Problem description: Give back each entry verbatim.

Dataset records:
--- START ---

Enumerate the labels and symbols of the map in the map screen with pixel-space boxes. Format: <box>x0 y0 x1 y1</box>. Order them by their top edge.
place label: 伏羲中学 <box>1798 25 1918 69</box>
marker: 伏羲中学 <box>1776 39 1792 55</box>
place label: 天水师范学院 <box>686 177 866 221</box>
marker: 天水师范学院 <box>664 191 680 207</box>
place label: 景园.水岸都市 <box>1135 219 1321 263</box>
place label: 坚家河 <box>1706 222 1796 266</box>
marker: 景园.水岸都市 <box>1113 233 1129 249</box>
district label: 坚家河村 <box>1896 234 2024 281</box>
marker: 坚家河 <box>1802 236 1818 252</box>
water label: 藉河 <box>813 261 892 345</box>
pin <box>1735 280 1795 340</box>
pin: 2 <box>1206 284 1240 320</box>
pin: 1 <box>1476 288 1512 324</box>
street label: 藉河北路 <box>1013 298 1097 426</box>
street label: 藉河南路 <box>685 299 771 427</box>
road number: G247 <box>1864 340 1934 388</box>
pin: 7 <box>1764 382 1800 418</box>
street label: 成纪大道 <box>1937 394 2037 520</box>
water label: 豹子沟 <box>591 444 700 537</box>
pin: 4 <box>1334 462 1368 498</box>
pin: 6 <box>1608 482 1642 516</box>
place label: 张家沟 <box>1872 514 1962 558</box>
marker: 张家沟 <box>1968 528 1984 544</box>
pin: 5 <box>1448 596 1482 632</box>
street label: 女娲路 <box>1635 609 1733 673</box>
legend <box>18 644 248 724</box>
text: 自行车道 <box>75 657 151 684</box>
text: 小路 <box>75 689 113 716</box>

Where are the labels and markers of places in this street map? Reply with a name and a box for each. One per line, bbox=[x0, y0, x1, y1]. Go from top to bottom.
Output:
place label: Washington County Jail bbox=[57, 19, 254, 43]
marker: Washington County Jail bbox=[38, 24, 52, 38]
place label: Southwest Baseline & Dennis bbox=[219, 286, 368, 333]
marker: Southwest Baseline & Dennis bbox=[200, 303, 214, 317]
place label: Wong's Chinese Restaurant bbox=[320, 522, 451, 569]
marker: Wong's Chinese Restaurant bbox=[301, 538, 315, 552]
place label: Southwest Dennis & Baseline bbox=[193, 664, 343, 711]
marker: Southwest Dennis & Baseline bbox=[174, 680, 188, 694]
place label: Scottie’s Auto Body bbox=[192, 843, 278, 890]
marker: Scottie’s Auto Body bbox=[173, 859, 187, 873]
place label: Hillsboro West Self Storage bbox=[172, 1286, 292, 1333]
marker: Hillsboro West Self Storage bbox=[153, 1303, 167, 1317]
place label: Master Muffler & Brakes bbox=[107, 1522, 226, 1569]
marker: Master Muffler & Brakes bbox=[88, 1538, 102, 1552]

--- END ---

Result of the exercise:
Enumerate the labels and symbols of the map in the map screen with pixel-space boxes. Format: <box>x0 y0 x1 y1</box>. Order them by their top edge.
place label: 伏羲中学 <box>1798 25 1918 69</box>
marker: 伏羲中学 <box>1776 39 1792 55</box>
place label: 天水师范学院 <box>686 177 866 221</box>
marker: 天水师范学院 <box>664 191 680 207</box>
place label: 景园.水岸都市 <box>1135 219 1321 263</box>
place label: 坚家河 <box>1706 222 1796 266</box>
marker: 景园.水岸都市 <box>1113 233 1129 249</box>
district label: 坚家河村 <box>1896 234 2024 281</box>
marker: 坚家河 <box>1802 236 1818 252</box>
water label: 藉河 <box>813 261 892 345</box>
pin <box>1735 280 1795 340</box>
pin: 2 <box>1206 284 1240 320</box>
pin: 1 <box>1476 288 1512 324</box>
street label: 藉河北路 <box>1013 298 1097 426</box>
street label: 藉河南路 <box>685 299 771 427</box>
road number: G247 <box>1864 340 1934 388</box>
pin: 7 <box>1764 382 1800 418</box>
street label: 成纪大道 <box>1937 394 2037 520</box>
water label: 豹子沟 <box>591 444 700 537</box>
pin: 4 <box>1334 462 1368 498</box>
pin: 6 <box>1608 482 1642 516</box>
place label: 张家沟 <box>1872 514 1962 558</box>
marker: 张家沟 <box>1968 528 1984 544</box>
pin: 5 <box>1448 596 1482 632</box>
street label: 女娲路 <box>1635 609 1733 673</box>
legend <box>18 644 248 724</box>
text: 自行车道 <box>75 657 151 684</box>
text: 小路 <box>75 689 113 716</box>

Where are the labels and markers of places in this street map? Reply with a name and a box for each. One per line, bbox=[x0, y0, x1, y1]. Go from top to bottom.
Output:
place label: Washington County Jail bbox=[57, 19, 254, 43]
marker: Washington County Jail bbox=[38, 24, 52, 38]
place label: Southwest Baseline & Dennis bbox=[219, 286, 368, 333]
marker: Southwest Baseline & Dennis bbox=[200, 303, 214, 317]
place label: Wong's Chinese Restaurant bbox=[320, 522, 451, 569]
marker: Wong's Chinese Restaurant bbox=[301, 538, 315, 552]
place label: Southwest Dennis & Baseline bbox=[193, 664, 343, 711]
marker: Southwest Dennis & Baseline bbox=[174, 680, 188, 694]
place label: Scottie’s Auto Body bbox=[192, 843, 278, 890]
marker: Scottie’s Auto Body bbox=[173, 859, 187, 873]
place label: Hillsboro West Self Storage bbox=[172, 1286, 292, 1333]
marker: Hillsboro West Self Storage bbox=[153, 1303, 167, 1317]
place label: Master Muffler & Brakes bbox=[107, 1522, 226, 1569]
marker: Master Muffler & Brakes bbox=[88, 1538, 102, 1552]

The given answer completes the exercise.